Some of my friends often ask me, Why do you keep recommending this? Isn’t it better to go directly to the gym? My full explanation for this could go for hours and hours but I’m going to give you the short version:

  • If you are a really busy person, seven minutes of your time is not a lot.
  • Going to the gym without proper guidance will get you to the frustration-zone with no results.
  • This training was developed by McMaster University in Hamilton, Ontario. They know what they are doing.
  • The intensity of this training is adaptable to each person instantly.
  • You can learn this routine in less than ten minutes.
  • This is a training that you can do anywhere at anytime.
  • You don’t need any kind of equipment to do it. (just a chair)
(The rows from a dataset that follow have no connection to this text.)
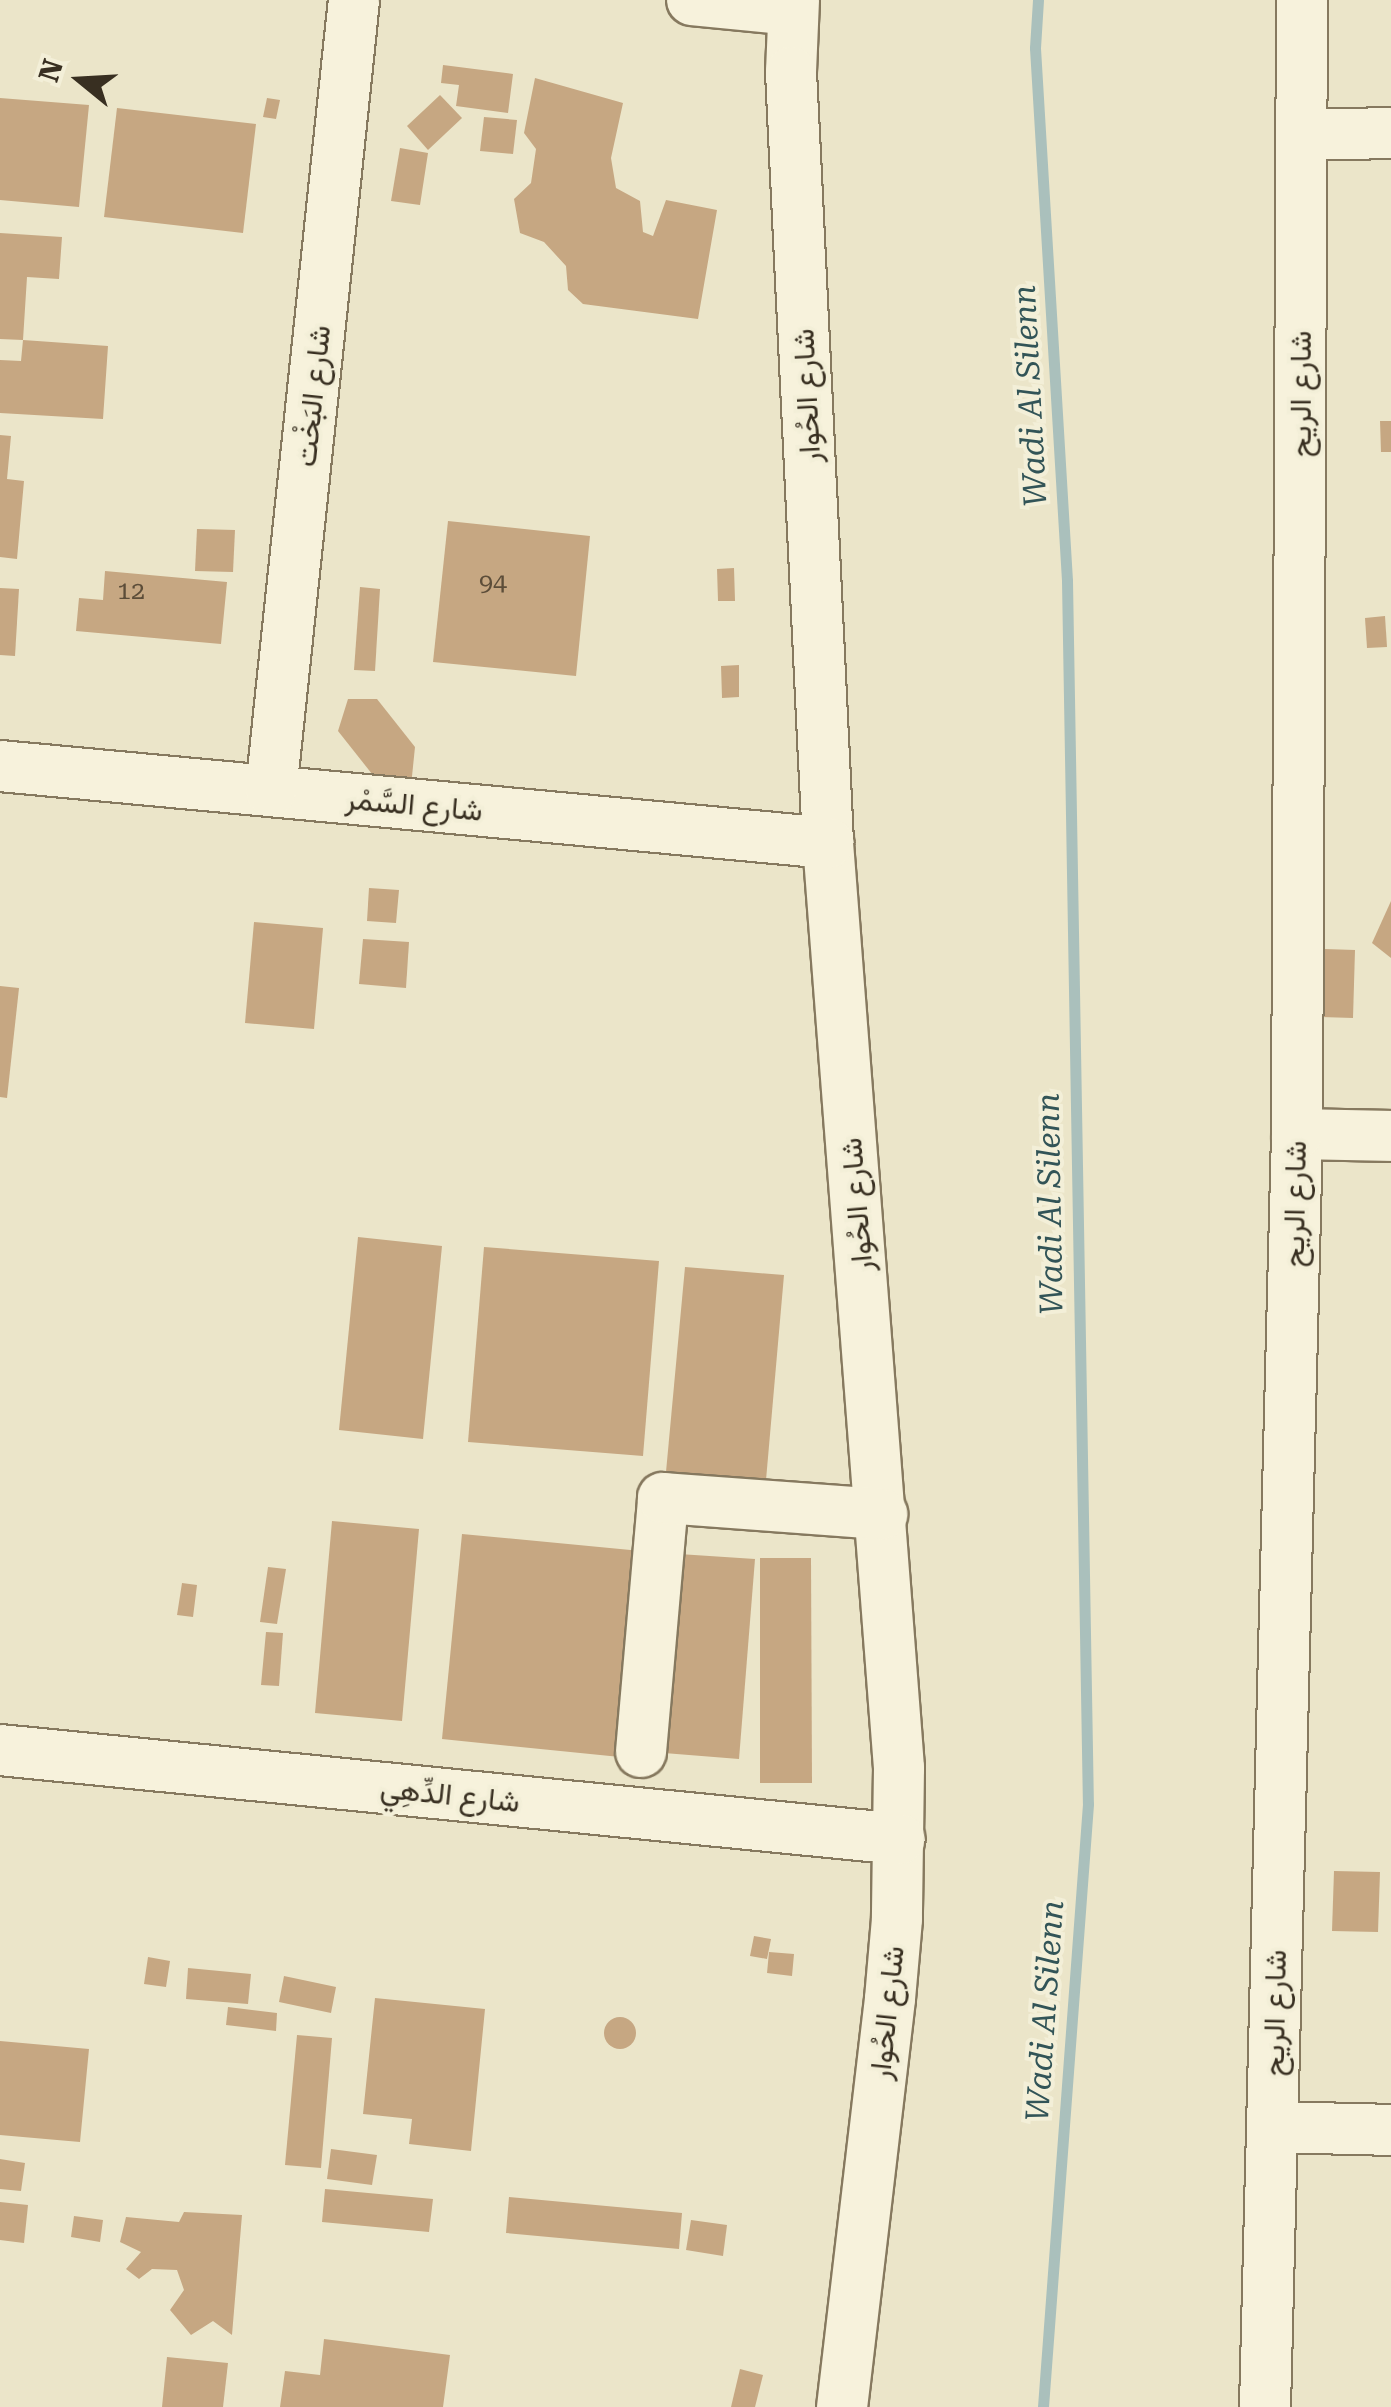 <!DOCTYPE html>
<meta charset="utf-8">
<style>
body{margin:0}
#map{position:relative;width:1391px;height:2407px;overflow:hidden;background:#ebe5c9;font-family:"Roboto Serif",Vazirmatn,serif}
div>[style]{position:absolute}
.stream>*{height:11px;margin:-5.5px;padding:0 5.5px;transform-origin:5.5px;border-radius:5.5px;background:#aac0bc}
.building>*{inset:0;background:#c6a782}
.round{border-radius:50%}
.roads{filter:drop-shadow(2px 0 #86795f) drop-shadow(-2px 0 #86795f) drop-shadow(0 2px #86795f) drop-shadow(0 -2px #86795f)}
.minor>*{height:50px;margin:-25px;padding:0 25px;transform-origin:25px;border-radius:25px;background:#f7f2dc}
span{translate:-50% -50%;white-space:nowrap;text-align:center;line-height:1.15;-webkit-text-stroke:8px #f3efd8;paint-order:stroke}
.number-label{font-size:25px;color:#5c4d39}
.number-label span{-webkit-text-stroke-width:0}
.street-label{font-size:30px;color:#382f21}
.water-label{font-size:32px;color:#325457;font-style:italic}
.north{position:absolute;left:30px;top:30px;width:100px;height:100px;-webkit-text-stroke:8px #f3efd8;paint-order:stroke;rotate:288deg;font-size:28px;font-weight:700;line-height:40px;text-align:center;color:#382f21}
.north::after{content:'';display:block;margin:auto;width:35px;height:45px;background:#382f21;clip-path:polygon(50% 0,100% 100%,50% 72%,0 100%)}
</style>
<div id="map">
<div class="stream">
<div style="left:1038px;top:0;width:48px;rotate:93.6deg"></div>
<div style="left:1035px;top:48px;width:534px;rotate:86.56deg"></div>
<div style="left:1067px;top:581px;width:1223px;rotate:89.02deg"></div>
<div style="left:1088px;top:1804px;width:605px;rotate:94.27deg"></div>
</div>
<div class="building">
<div style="clip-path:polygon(443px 65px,513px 74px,508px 113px,456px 106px,459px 85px,441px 83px)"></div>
<div style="clip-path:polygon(535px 78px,623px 103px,611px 158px,616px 188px,640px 201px,643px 232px,653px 236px,666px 200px,717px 210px,698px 319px,583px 304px,568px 290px,566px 266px,544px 242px,520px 233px,514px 199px,531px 183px,536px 149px,524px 133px)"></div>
<div style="clip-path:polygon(440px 95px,462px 118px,428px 150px,407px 126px)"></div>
<div style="clip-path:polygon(0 98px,89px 105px,79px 207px,0 200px)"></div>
<div style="clip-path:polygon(267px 98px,280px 100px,276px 119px,263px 117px)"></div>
<div style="clip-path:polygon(117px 108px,256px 124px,243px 233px,104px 217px)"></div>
<div style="clip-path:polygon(484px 117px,517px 120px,513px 154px,480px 151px)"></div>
<div style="clip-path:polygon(400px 148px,428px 153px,420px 205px,391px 201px)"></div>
<div style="clip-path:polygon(0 233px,62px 237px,59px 279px,27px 277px,23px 340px,0 339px)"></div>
<div style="clip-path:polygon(23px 340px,108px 346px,103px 419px,0 413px,0 360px,21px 361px)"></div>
<div style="clip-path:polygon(1380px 421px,1391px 421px,1391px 452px,1381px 452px)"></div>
<div style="clip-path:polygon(0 435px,11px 436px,7px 479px,24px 481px,17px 559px,0 557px)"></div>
<div style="clip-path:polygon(448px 521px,590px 536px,576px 676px,433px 662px)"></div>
<div style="clip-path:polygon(197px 529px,235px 530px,233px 572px,195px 571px)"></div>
<div style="clip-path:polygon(734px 568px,735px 601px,718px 601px,717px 569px)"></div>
<div style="clip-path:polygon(105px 571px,227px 582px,221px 644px,76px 631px,79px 598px,103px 600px)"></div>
<div style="clip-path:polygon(360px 587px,380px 589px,375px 671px,354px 670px)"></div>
<div style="clip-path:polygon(0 588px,19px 589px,15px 656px,0 655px)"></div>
<div style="clip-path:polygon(1385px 616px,1387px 647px,1367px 648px,1365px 618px)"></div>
<div style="clip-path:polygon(739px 665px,739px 697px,722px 698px,721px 666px)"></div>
<div style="clip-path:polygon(348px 699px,377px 699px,415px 747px,411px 786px,376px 779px,338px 731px)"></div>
<div style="clip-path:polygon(369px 888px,399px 890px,396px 923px,367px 921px)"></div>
<div style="clip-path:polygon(1391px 901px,1391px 958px,1372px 943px)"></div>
<div style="clip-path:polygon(254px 922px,323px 928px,314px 1029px,245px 1023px)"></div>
<div style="clip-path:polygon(363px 939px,409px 942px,406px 988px,359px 984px)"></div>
<div style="clip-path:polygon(1324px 949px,1355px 950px,1353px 1018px,1321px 1017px)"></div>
<div style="clip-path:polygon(0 986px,19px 988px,7px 1098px,0 1097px)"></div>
<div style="clip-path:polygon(358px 1237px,442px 1246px,423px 1439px,339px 1430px)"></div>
<div style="clip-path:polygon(484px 1247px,659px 1261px,643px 1456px,468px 1442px)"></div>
<div style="clip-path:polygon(685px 1267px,784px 1275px,766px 1480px,666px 1472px)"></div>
<div style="clip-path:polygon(332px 1521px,419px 1529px,402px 1721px,315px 1713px)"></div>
<div style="clip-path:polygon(462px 1534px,641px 1551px,620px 1757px,442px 1739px)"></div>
<div style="clip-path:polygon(679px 1554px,755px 1559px,739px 1759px,664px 1753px)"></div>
<div style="clip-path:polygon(760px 1558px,811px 1558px,812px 1783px,760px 1783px)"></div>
<div style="clip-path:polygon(268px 1567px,286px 1569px,277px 1624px,260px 1622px)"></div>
<div style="clip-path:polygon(182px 1583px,197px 1585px,193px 1617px,177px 1615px)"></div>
<div style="clip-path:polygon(266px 1632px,283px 1633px,279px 1686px,261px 1685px)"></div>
<div style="clip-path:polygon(1334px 1871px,1380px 1872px,1378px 1932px,1332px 1931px)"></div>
<div style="clip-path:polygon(754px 1936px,771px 1939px,767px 1959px,750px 1956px)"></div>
<div style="clip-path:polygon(769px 1952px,794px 1954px,792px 1976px,767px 1973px)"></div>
<div style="clip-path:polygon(148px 1957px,170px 1961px,166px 1987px,144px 1984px)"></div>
<div style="clip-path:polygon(188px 1968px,251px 1974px,248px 2004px,186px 1999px)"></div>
<div style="clip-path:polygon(284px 1976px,336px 1987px,331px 2013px,279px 2002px)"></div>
<div style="clip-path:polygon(375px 1998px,485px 2009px,471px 2151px,409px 2144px,412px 2119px,363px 2114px)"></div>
<div style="clip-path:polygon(228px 2007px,277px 2013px,276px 2031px,226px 2025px)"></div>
<div class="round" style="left:604px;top:2017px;width:32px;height:32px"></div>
<div style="clip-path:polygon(297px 2035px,332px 2038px,321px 2168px,285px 2165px)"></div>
<div style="clip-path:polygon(0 2041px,89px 2049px,80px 2142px,0 2135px)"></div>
<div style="clip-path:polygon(331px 2149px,377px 2155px,372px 2185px,327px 2179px)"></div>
<div style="clip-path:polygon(0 2159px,25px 2163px,21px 2191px,0 2189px)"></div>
<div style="clip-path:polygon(325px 2189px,433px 2199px,429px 2232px,322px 2222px)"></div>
<div style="clip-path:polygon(509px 2197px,682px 2213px,679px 2249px,506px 2233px)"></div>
<div style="clip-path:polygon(0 2202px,28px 2205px,24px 2243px,0 2240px)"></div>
<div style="clip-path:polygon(184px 2212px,242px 2215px,232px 2335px,213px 2321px,191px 2335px,170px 2310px,184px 2290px,177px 2270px,152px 2269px,139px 2279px,126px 2269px,141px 2252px,120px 2242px,126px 2217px,179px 2222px)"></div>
<div style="clip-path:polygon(74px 2216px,103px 2220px,100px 2242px,71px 2237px)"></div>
<div style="clip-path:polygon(691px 2220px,727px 2225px,723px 2256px,686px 2250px)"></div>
<div style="clip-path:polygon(324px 2339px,450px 2355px,443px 2407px,280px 2407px,285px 2371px,320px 2375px)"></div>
<div style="clip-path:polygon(167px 2357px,228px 2363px,223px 2407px,162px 2407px)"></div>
<div style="clip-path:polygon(740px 2369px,763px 2375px,755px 2407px,731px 2407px)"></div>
</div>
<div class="roads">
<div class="minor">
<div style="left:692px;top:0;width:100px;rotate:5.7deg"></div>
<div style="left:794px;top:0;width:72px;rotate:92.4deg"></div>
<div style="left:791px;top:72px;width:772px;rotate:87.25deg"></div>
<div style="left:828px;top:843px;width:928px;rotate:85.61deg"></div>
<div style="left:899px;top:1768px;width:151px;rotate:90.8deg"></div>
<div style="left:897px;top:1919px;width:80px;rotate:95deg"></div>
<div style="left:890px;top:1999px;width:411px;rotate:96.7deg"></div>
<div style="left:1303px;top:135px;width:88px;rotate:-1.3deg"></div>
<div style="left:0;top:766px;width:832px;rotate:5.31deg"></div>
<div style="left:271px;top:791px;width:795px;rotate:-84.01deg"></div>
<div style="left:1297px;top:1134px;width:94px;rotate:1.2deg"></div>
<div style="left:0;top:1750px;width:904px;rotate:5.65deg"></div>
<div style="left:641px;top:1752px;width:255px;rotate:-85deg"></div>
<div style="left:663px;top:1498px;width:220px;rotate:4.2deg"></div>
<div style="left:1272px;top:2127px;width:119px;rotate:1.4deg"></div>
<div style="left:1265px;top:2407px;width:1273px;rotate:-88.56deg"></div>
<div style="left:1297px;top:1134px;width:1134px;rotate:-89.75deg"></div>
</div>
</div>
<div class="number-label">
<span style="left:493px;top:583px">94</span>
<span style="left:131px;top:591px">12</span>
</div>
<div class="street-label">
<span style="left:1301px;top:394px;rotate:-90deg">شارع الريح</span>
<span style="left:313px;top:396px;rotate:-84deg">شارع البَخْت</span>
<span style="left:807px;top:396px;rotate:-93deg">شارع الحُوار</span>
<span style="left:414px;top:805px;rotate:5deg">شارع السَّمْر</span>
<span style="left:1295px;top:1204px;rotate:-89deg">شارع الريح</span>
<span style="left:857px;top:1205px;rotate:-95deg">شارع الحُوار</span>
<span style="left:450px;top:1795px;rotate:6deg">شارع الدِّهِي</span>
<span style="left:887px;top:2013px;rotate:-84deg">شارع الحُوار</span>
<span style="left:1275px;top:2013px;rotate:-89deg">شارع الريح</span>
</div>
<div class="water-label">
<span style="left:1030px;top:396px;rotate:-93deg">Wadi Al Silenn</span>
<span style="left:1050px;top:1204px;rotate:-91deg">Wadi Al Silenn</span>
<span style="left:1045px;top:2011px;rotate:-86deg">Wadi Al Silenn</span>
</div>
<div class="north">N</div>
</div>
So I leave you here with a video showing you the full 7-minute routine that you can download to your phone and have it with you at all times.

This 7-Minute Workout consists of 12 exercises that you have to do for 30 seconds with a 10 second break in-between: Jumping jacks, wall sit, push-ups, abdominal crunches, step-up onto chair, squats, triceps dip on chair, plank, high knees running in place, lunges, push-up and rotation and side planks.

Do the exercises at your own pace. It is more important that you complete the full routine than running out of energy right in the middle. I can assure you that you will be amazed at your results.